GOAL OF THE EXERCISE: For the entries that follow, restate word for word the line containing "8h14l-1 12H6zM9 8a3", the line containing "11l9-7 9 7M6", and every line that lies between them.

[Records from a dataset]
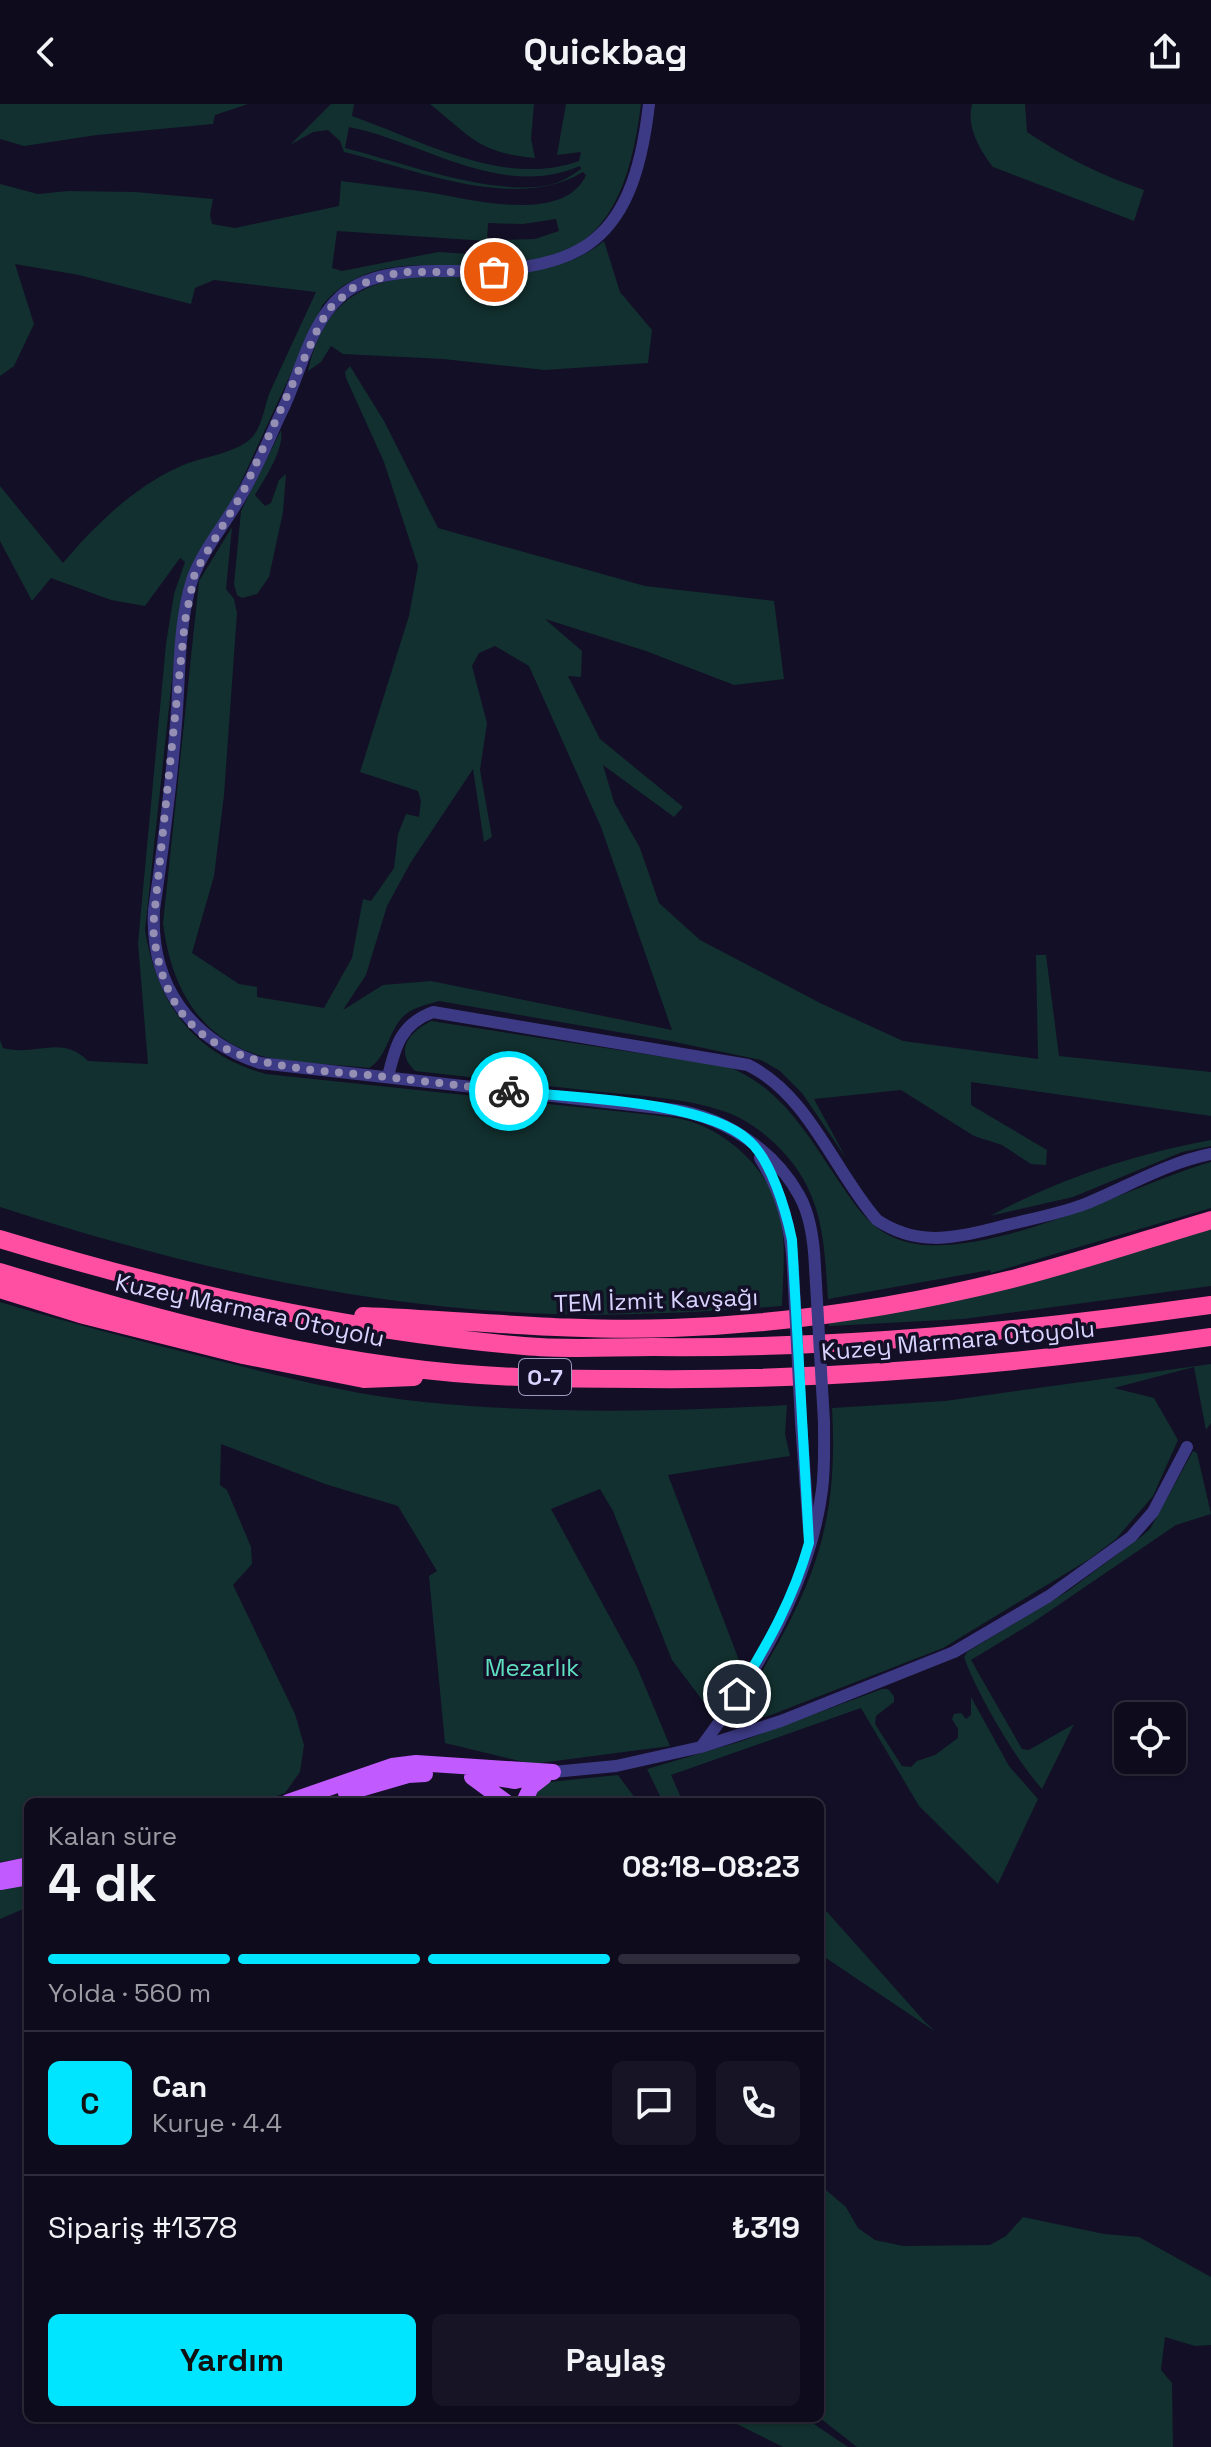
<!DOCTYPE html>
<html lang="tr">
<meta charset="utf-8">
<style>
body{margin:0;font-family:"Space Grotesk",sans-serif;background:#171425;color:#f1f3f6;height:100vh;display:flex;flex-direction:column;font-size:30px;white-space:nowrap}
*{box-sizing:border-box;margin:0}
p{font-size:26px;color:#9b9ba3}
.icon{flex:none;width:44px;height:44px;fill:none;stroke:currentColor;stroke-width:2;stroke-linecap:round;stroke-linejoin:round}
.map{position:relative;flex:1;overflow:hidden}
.details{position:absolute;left:24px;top:1694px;width:800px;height:624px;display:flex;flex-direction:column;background:#0e0b1c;border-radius:12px;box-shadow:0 2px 6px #0004,0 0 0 2px #2e2b3b}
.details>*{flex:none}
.fabs{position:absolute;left:1114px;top:1598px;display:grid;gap:16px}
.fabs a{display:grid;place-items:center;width:72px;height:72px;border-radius:12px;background:#0e0b1c;box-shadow:0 2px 6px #0004,0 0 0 2px #2e2b3b;font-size:40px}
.pin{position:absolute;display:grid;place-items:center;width:68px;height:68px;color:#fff;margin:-34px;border:4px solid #fff;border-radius:50%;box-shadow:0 2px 8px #0007}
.courier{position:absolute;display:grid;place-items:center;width:80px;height:80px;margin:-40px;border:6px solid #00e5ff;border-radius:50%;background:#fff;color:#222;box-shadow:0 2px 10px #0007}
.headline em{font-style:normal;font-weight:600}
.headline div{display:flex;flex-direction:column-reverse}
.headline{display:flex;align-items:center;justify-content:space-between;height:136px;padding:0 24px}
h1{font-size:52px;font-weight:600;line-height:60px}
.bar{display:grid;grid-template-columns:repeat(4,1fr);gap:12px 8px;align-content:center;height:96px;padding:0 24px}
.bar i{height:10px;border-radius:6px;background:#2e2b3b}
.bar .active{background:#00e5ff}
.bar p{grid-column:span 4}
.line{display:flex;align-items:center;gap:20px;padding:0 24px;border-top:2px solid #2e2b3b}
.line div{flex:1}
.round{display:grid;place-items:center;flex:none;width:84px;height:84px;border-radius:12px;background:#171425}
.button{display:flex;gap:16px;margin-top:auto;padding:16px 24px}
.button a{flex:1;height:92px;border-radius:12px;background:#00e5ff;color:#111;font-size:32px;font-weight:600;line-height:92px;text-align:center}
.button a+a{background:#171425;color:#f1f3f6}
header{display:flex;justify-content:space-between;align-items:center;height:104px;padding:0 24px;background:#0e0b1c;font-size:36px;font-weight:600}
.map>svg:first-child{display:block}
.green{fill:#12302f;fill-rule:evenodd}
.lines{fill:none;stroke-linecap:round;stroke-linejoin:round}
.minor{stroke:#3d3a85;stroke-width:12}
.major{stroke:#c25bff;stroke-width:16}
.highway{stroke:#ff4fa3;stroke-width:18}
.minor-bridge{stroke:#3d3a85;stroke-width:12}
.done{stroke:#948fb3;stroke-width:8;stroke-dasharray:0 14.4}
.route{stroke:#00e5ff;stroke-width:10}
.labels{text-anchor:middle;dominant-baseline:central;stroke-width:7;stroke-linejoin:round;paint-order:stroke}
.shield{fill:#130f26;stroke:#9e99be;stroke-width:2}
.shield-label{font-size:22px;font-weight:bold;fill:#d9d4ff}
.street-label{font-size:24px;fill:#d9d4ff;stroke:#130f26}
.park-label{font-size:24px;fill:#5fe0c0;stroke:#130f26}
</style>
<header><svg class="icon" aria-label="back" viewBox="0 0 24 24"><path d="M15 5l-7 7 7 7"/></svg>Quickbag<svg class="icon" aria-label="share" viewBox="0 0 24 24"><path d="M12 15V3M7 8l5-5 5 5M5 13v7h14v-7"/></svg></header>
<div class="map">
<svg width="1211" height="2343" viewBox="0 0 1211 2343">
<rect width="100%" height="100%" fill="#130f26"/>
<path class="green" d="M0 0H248L215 11 213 20 97 31 24 42 0 35Z
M331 0H354L352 12C423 37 504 84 579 57L581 48 557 51 566 0H641C631 77 611 151 520 160 481 164 442 159 403 162 372 165 342 176 322 202L230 402 180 501 145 826C157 899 193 950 266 970L653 1011C667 1013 682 1014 695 1019 736 1034 773 1072 781 1116 786 1144 783 1174 782 1202 691 1209 601 1214 510 1208 335 1197 165 1157 0 1103V936L3 944C36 953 61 930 88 957L148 960 138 839 166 540 174 490 185 458 180 454 145 502 111 496 51 474 32 497 0 437V382L63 459C94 422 134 383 179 363 200 353 229 351 248 337 263 325 263 305 270 288 285 254 301 221 316 188L214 176 195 184 191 200 79 171 15 160 34 220 14 262 0 272V80L38 90 68 87 135 88 213 95 210 111 212 120 235 124 339 102 341 77C370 81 398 84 427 88 469 95 564 121 586 71L583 68C517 109 414 65 344 48L340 37 328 26 313 28 290 41ZM349 23C424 38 501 96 580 62L581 65C572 71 564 77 553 80 499 95 400 58 345 44ZM556 115 559 127 535 135 501 136V152L438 148 342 167 332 164 337 127 487 137 488 119 523 120Z
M430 0H534L531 35 535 54C479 49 471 33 430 0Z
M972 0H1025L1027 28C1064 53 1101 71 1144 86L1134 117 993 63C980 46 966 23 972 0Z
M604 137 620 188 652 226 648 259 545 266 443 255 343 250 331 242 321 258 308 267C344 107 507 216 604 137Z
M350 262 384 317 438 424 645 482 774 497 784 575 734 581 646 547 545 515 582 547 581 573 568 572 600 635 683 703 674 713 603 661 614 698 640 744 659 799 700 836 820 899 903 937 1038 955 1036 851H1046L1059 952 1211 968V1012L971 978V1001L1047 1046 1046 1061 1031 1060 1002 1041 974 1032 901 986 814 995 846 1054 802 989 780 967 761 956 670 937 439 897C426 901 409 904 400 916 388 931 386 954 369 964 338 960 279 959 252 949 194 928 170 876 163 819L199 477 232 423 226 485 234 495 237 509 224 691 214 772 192 849 239 880 257 883V893L324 904 352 854 363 795 371 797 394 764 398 730 406 710 419 713 421 697 418 687 360 668 409 512 418 462 384 358 346 274 345 268ZM495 542 529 562 601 723 672 926 431 877 383 881 343 906 366 871 387 802 411 758 473 665 484 738 492 733 480 666 487 619 472 562 479 549Z
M281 326C285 344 264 376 255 391L265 402 271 399 279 376 286 370 283 408 269 473 257 490 242 494 237 491 234 480 241 407Z
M431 917 729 963C783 985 809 1033 840 1079 853 1098 865 1117 885 1129 959 1175 1134 1079 1211 1058V1104L991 1169 990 1166 828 1195C825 1157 825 1118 807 1082 792 1051 757 1018 723 1007 684 994 642 992 602 988 540 981 477 974 415 967 394 947 409 928 431 917Z
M1211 1036V1042L1182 1048 1073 1093 990 1112C1059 1075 1134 1050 1211 1036Z
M1211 1124V1182L963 1215 829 1222V1218Z
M0 1198C72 1220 144 1238 216 1256 285 1273 353 1291 424 1298 544 1310 667 1308 787 1301L785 1330 790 1352 668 1371 742 1564 712 1609 672 1556 613 1407 600 1385 551 1405 637 1563 670 1642 532 1660 445 1639 429 1472 437 1467 398 1402 325 1380 221 1340 220 1381 227 1386 251 1443 252 1460 233 1481 295 1610 304 1641 300 1668 285 1689 261 1698H28V1753L0 1758Z
M1211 1260V1319L1206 1326 1194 1263 1114 1284 1154 1294 1178 1336 1153 1392 1116 1435 1088 1456 943 1544 771 1611 763 1613 756 1610 751 1600V1586C812 1484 839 1425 832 1304L945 1297Z
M1193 1347 1197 1349 1211 1410 1176 1421 1032 1519 971 1556 1022 1645 1029 1646 1074 1620 1042 1685C1016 1656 977 1590 964 1553L967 1548 1068 1487 1142 1432 1150 1425Z
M882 1585H888L894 1592V1598L876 1612 875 1620 902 1662 911 1663 917 1657 935 1651 958 1634V1625L952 1615 954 1610 961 1609 966 1615 971 1611V1593L1009 1662 1038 1695 998 1780 919 1702 861 1604 671 1671 683 1698H663L647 1665 742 1637Z
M618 1671 638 1698H533L539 1683 549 1678Z
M28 1773V1803L0 1815V1778Z
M820 1800 926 1919 936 1928 820 1850Z
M820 2081 846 2103 858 2124 875 2136 903 2142 990 2141 1006 2132 1023 2113 1104 2130 1139 2133 1211 2173V2241L1195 2242 1165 2233 1161 2266 1172 2279 1173 2343H857L820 2314Z
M725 2314H805L848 2343H783Z"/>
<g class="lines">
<path class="minor" d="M649 0C632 149 575 169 437 167 405 167 365 170 340 193 310 220 300 270 283 305 269 334 257 365 241 392 226 419 202 447 192 476 178 521 180 573 176 620 171 682 163 744 154 806 150 880 190 936 260 959L676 1006C725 1014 774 1046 799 1091 811 1112 814 1138 815 1163
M388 973C395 942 401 920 433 908L748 961C809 991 834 1067 877 1116 916 1142 952 1135 995 1124 1025 1116 1056 1111 1085 1100 1127 1083 1166 1059 1211 1050
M760 1054C782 1090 791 1123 793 1164
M801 1319 809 1427
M701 1643C757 1569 810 1480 822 1386 825 1363 824 1341 824 1318
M553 1668 616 1662 701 1643 781 1617 954 1548 1049 1492 1131 1433 1153 1408 1187 1343"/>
<path class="major" d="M476 1671 515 1677 536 1672
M472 1673 506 1698
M346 1689 408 1671 425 1670
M288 1698 392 1662 416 1659 553 1668
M524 1698 531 1683 544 1673
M0 1767 28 1761
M0 1778 28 1773"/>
<path class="highway" d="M0 1135C174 1188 342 1226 524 1242 566 1246 610 1243 653 1243 840 1245 1026 1227 1211 1201
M0 1168C132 1208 264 1245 401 1263 480 1274 561 1275 641 1275 832 1277 1022 1260 1211 1233
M0 1185 80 1210 243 1251 364 1275 414 1273
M363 1212C466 1216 568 1228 672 1224 784 1220 899 1203 1008 1176 1076 1159 1144 1136 1211 1116"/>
<path class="minor-bridge" d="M815 1163 824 1318
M793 1164 801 1319"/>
</g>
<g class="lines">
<path class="done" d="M494 168H400L355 182 330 204 320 220 243 388 195 468 185 517 153 823C166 958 260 962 368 971 415 976 462 982 509 987"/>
<path class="route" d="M509 987C571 994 703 996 748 1036 771 1055 786 1107 792 1136L809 1439C793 1496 768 1539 737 1590"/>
</g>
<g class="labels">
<rect class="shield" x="519" y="1255" width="52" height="36" rx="6"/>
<g class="shield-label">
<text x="545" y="1273">O-7</text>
</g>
<g class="street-label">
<text transform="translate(656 1196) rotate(-2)">TEM İzmit Kavşağı</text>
<text transform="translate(250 1206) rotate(12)">Kuzey Marmara Otoyolu</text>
<text transform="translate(958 1236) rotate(-5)">Kuzey Marmara Otoyolu</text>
</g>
<g class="park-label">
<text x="532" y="1563">Mezarlık</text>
</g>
</g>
</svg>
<div class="fabs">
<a><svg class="icon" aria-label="locate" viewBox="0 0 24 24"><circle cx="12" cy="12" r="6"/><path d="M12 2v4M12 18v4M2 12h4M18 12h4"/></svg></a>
</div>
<div class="pin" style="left:494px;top:168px;background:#ea580c"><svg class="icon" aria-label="bag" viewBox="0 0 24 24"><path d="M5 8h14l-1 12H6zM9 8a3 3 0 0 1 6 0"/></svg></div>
<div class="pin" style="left:737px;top:1590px;background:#1f2937"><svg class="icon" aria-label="home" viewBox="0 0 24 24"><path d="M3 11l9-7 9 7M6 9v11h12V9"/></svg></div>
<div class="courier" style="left:509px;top:987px"><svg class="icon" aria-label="bike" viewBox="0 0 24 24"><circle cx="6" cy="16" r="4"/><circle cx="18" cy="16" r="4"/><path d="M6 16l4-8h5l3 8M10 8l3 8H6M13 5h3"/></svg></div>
<section class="details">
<div class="headline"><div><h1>4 dk</h1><p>Kalan süre</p></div><em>08:18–08:23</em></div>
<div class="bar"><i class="active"></i><i class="active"></i><i class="active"></i><i></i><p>Yolda · 560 m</p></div>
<div class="line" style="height:144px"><b class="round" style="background:#00e5ff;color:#111">C</b><div><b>Can</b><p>Kurye · 4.4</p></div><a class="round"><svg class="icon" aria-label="chat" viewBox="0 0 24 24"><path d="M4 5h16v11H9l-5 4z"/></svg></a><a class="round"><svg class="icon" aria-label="phone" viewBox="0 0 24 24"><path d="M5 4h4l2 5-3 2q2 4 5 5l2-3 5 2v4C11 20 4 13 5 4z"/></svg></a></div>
<div class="line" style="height:104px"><div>Sipariş #1378</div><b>₺319</b></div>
<div class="button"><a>Yardım</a><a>Paylaş</a></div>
</section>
</div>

RESPONSE BOX:
<div class="pin" style="left:494px;top:168px;background:#ea580c"><svg class="icon" aria-label="bag" viewBox="0 0 24 24"><path d="M5 8h14l-1 12H6zM9 8a3 3 0 0 1 6 0"/></svg></div>
<div class="pin" style="left:737px;top:1590px;background:#1f2937"><svg class="icon" aria-label="home" viewBox="0 0 24 24"><path d="M3 11l9-7 9 7M6 9v11h12V9"/></svg></div>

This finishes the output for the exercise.